Methods: This was a prospective cohort study performed in two centers that included patients that were on maintenance therapy with subcutaneous UST 90 mg every 4 to 8 weeks (W) after receiving one IV loading dose. Serial serum UST concentrations and antibodies to UST (ATU) were performed at trough and measured using a drug tolerant homogenous mobility shift assay (HMSA) through the follow-up. serum drug CL was calculated using a population PK model (DOI: 10.1111/bcp.14971) specifically reparametrized using HMSA UST concentrations and ATU status measured at the time of specimen collection. The primary outcome was combined clinical and biochemical remission defined as a Harvey Bradshaw Index <5 and a normal C-reactive protein (CRP <3 mg/L). Secondary outcome was a normal endoscopic healing index (EHI <20), a validated surrogate marker associated with intestinal endoscopic remission in CD. Receiver operating characteristics (ROC) curves with calculation of AUC, and logistic regression were performed.

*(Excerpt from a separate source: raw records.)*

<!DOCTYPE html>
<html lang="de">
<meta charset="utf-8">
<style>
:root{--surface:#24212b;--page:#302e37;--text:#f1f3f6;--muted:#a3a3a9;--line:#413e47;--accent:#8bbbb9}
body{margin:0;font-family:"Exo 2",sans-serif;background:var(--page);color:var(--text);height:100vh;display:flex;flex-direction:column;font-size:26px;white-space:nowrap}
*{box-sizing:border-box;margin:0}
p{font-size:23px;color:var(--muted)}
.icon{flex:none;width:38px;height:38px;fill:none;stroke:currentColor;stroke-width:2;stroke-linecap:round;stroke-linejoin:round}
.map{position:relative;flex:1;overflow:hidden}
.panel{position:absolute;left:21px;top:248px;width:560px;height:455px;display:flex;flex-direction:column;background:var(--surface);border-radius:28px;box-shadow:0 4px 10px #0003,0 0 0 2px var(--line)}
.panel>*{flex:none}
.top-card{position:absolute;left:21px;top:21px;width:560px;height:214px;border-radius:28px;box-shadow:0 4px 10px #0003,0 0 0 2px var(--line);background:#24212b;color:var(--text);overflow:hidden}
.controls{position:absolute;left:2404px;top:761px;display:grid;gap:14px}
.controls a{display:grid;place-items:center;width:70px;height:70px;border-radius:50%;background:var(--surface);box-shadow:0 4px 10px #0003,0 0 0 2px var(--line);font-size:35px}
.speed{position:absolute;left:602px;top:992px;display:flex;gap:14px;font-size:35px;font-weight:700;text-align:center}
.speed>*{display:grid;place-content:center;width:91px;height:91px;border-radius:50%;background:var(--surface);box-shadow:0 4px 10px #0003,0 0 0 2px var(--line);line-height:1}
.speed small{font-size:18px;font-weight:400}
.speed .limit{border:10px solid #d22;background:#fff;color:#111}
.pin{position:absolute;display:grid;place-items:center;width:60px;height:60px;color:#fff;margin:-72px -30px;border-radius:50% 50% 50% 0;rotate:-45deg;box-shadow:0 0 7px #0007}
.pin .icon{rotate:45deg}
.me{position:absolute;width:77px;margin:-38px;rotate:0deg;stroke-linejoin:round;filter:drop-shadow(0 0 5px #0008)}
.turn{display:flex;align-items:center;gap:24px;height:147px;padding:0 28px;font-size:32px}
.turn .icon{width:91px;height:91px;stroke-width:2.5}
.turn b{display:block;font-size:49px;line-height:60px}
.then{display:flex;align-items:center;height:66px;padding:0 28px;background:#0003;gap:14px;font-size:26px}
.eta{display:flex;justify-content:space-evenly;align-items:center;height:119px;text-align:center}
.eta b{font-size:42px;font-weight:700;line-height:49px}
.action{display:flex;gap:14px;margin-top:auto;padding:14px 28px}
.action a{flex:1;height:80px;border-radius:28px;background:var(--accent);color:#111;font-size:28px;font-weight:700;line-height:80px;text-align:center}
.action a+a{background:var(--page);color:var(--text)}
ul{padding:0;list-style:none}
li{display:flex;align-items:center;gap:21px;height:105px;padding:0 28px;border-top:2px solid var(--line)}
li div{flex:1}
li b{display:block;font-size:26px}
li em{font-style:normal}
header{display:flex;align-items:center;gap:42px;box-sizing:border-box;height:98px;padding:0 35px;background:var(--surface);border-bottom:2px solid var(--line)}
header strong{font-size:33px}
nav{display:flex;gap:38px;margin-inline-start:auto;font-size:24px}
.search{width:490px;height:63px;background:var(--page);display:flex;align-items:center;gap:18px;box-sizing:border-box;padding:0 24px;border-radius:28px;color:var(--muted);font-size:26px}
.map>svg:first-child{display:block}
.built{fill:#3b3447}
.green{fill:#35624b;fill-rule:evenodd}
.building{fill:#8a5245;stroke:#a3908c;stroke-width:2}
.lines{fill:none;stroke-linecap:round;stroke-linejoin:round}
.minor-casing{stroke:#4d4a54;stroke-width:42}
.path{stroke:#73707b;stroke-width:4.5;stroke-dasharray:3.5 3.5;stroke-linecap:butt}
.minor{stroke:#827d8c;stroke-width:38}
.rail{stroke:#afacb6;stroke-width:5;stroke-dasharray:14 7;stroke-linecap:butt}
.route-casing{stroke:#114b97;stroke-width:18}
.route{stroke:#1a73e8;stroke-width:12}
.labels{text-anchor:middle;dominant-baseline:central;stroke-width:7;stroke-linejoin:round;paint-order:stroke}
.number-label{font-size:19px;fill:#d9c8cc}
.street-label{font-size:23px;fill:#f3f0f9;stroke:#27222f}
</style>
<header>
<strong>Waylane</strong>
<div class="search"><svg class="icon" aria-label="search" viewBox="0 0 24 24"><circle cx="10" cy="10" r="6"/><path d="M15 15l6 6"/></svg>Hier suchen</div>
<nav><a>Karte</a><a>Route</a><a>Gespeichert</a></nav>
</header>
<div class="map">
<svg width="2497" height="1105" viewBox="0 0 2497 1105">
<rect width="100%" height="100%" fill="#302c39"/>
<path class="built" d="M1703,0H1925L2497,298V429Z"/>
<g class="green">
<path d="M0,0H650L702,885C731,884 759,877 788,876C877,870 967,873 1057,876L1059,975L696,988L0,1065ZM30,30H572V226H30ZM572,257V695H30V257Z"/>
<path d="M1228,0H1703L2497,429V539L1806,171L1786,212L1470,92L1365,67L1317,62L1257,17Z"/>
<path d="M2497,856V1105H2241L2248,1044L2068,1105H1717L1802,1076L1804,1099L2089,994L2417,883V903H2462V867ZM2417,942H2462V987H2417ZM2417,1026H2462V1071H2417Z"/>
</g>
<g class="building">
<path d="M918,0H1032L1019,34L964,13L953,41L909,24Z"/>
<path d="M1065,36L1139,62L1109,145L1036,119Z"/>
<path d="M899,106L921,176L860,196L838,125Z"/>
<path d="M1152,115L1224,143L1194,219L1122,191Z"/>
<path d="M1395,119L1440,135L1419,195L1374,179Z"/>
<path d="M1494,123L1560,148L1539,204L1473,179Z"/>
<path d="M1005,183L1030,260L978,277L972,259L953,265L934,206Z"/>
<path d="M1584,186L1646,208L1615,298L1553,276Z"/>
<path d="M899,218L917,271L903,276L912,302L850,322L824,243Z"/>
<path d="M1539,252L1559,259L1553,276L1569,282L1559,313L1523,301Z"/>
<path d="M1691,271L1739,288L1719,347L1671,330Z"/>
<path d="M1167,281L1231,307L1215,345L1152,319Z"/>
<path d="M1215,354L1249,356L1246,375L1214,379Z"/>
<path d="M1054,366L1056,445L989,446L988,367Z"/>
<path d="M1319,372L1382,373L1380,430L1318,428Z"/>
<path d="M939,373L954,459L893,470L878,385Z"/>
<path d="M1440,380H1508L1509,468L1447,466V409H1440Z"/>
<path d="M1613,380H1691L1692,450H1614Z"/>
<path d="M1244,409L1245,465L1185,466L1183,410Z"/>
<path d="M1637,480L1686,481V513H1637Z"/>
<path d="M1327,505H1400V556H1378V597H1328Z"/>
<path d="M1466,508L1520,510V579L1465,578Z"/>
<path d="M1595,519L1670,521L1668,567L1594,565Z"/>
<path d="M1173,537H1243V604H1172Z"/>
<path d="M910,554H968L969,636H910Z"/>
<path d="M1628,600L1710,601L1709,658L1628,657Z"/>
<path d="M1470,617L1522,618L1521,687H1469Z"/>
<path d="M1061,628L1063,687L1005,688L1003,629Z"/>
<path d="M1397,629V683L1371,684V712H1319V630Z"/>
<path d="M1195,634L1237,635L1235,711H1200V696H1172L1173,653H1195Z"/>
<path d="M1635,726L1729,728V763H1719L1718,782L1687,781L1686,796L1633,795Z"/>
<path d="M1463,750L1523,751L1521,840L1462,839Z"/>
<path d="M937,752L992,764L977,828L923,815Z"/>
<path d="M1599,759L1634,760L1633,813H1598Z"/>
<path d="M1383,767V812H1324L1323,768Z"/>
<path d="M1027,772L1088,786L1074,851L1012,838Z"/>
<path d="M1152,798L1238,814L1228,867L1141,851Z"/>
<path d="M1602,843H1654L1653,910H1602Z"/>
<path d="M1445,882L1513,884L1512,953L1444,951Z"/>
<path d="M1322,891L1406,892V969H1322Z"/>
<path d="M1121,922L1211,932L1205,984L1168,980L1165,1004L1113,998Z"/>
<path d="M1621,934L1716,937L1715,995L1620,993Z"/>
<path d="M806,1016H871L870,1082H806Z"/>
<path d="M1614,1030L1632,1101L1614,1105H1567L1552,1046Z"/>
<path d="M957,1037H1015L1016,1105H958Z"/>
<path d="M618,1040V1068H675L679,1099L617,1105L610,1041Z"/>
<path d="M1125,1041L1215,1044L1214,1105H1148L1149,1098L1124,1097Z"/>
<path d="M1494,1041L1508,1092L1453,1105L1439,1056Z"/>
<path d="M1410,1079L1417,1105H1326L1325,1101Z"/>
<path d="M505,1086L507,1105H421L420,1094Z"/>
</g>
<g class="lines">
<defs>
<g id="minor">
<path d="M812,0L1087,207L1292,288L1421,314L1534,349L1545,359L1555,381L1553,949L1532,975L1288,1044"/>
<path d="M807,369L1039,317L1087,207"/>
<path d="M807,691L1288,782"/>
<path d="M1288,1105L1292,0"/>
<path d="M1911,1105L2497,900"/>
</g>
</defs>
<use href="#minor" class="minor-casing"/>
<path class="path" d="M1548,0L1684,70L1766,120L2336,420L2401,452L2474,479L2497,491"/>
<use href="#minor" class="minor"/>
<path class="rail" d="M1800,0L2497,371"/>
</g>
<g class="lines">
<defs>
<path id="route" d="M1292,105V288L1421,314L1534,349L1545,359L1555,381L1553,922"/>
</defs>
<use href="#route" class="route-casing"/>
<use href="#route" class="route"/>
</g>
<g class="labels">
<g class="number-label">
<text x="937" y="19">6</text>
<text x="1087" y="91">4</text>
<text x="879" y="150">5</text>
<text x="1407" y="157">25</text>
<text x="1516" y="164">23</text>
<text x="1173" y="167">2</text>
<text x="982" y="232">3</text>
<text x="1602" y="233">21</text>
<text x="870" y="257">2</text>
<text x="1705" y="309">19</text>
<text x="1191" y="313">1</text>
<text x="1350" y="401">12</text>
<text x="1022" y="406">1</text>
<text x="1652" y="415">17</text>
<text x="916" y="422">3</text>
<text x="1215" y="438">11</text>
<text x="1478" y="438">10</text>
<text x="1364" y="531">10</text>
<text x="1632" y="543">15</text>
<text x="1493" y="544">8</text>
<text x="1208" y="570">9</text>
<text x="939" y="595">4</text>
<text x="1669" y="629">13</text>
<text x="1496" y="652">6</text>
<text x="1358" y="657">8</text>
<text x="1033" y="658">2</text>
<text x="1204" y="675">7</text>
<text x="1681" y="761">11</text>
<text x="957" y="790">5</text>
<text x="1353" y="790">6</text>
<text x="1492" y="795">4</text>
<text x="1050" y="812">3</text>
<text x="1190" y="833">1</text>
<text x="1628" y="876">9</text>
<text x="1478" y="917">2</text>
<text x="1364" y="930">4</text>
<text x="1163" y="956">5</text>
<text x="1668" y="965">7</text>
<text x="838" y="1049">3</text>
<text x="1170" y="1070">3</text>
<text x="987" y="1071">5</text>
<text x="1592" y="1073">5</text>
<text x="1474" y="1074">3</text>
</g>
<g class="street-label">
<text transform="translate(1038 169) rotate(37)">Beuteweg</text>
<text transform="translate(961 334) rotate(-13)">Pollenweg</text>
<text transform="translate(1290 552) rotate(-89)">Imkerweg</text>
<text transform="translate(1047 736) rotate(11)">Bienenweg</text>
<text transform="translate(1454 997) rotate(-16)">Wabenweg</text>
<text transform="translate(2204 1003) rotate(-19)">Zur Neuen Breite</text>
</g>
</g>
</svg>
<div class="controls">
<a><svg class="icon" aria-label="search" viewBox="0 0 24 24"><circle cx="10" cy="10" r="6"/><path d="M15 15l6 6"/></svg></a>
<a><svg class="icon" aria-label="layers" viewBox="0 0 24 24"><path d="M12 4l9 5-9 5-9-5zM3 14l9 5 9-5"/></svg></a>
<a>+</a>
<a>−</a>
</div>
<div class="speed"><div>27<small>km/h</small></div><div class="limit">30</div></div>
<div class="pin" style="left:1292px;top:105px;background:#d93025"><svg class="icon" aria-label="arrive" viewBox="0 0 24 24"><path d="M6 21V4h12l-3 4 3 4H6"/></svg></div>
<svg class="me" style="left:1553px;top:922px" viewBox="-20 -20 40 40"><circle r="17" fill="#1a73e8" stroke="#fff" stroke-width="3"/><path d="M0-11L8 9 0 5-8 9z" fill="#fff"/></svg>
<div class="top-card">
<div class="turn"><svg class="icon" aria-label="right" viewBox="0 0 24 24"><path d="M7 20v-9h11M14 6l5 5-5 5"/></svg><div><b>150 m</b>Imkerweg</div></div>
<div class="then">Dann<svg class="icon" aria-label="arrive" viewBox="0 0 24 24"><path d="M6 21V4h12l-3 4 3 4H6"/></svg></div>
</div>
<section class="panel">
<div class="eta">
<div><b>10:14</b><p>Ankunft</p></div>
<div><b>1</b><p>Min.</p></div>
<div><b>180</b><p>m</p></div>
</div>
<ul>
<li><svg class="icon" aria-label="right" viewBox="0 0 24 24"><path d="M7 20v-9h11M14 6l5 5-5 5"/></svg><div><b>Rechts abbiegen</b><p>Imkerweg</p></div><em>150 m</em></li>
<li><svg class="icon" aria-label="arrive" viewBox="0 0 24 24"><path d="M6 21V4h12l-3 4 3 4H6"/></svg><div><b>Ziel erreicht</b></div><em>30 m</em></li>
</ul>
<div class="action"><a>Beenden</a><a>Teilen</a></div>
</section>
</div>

Results: 80 patients with CD were enrolled (median age=42 [IQR: 28-58] years, median weight=76 [IQR: 62-87] Kg, 52% female) and evaluated across 308 UST dose cycles (3.9 cycles per patient, n=92 cycles with every 4W interdose interval). Median UST concentration and CL were 4.9 µg/mL (IQR: 3.0-8.5 µg/mL) and 0.152 L/day (IQR: 0.122-0.185 L/day), respectively. Clinical + biochemical remission and a EHI < 20 had been achieved in 28% and 21% of the cycles, respectively. No ATU was detected in any sample. In the ROC analysis, UST CL was better associated with remission than concentrations (AUC=0.696±0.032 vs 0.626±0.035; p=0.017). The trough concentration and drug CL cutoffs best associated with remission were >4.5 µg/mL and <0.156 L/day, respectively. At those thresholds, there was a 1.7-fold (95%CI: 1.0-2.9; p=0.038) and 5.6-fold (95%CI: 3.1-10.3; p<0.001) higher likelihood of achieving remission, for concentrations and CL, respectively (Figure 1). Similar results were observed with the EHI (OR=2.43 95%CI: 1.34- 4.4, p=0.003 and OR=2.03 95%CI: 1.14,3.6; p=0.016; respectively).
Conclusion: The calculation of UST CL may offer a better value when using TDM in patients with non-response to UST and adds to the body of evidence that this outcome measure may be more clinically relevant than concentrations themselves.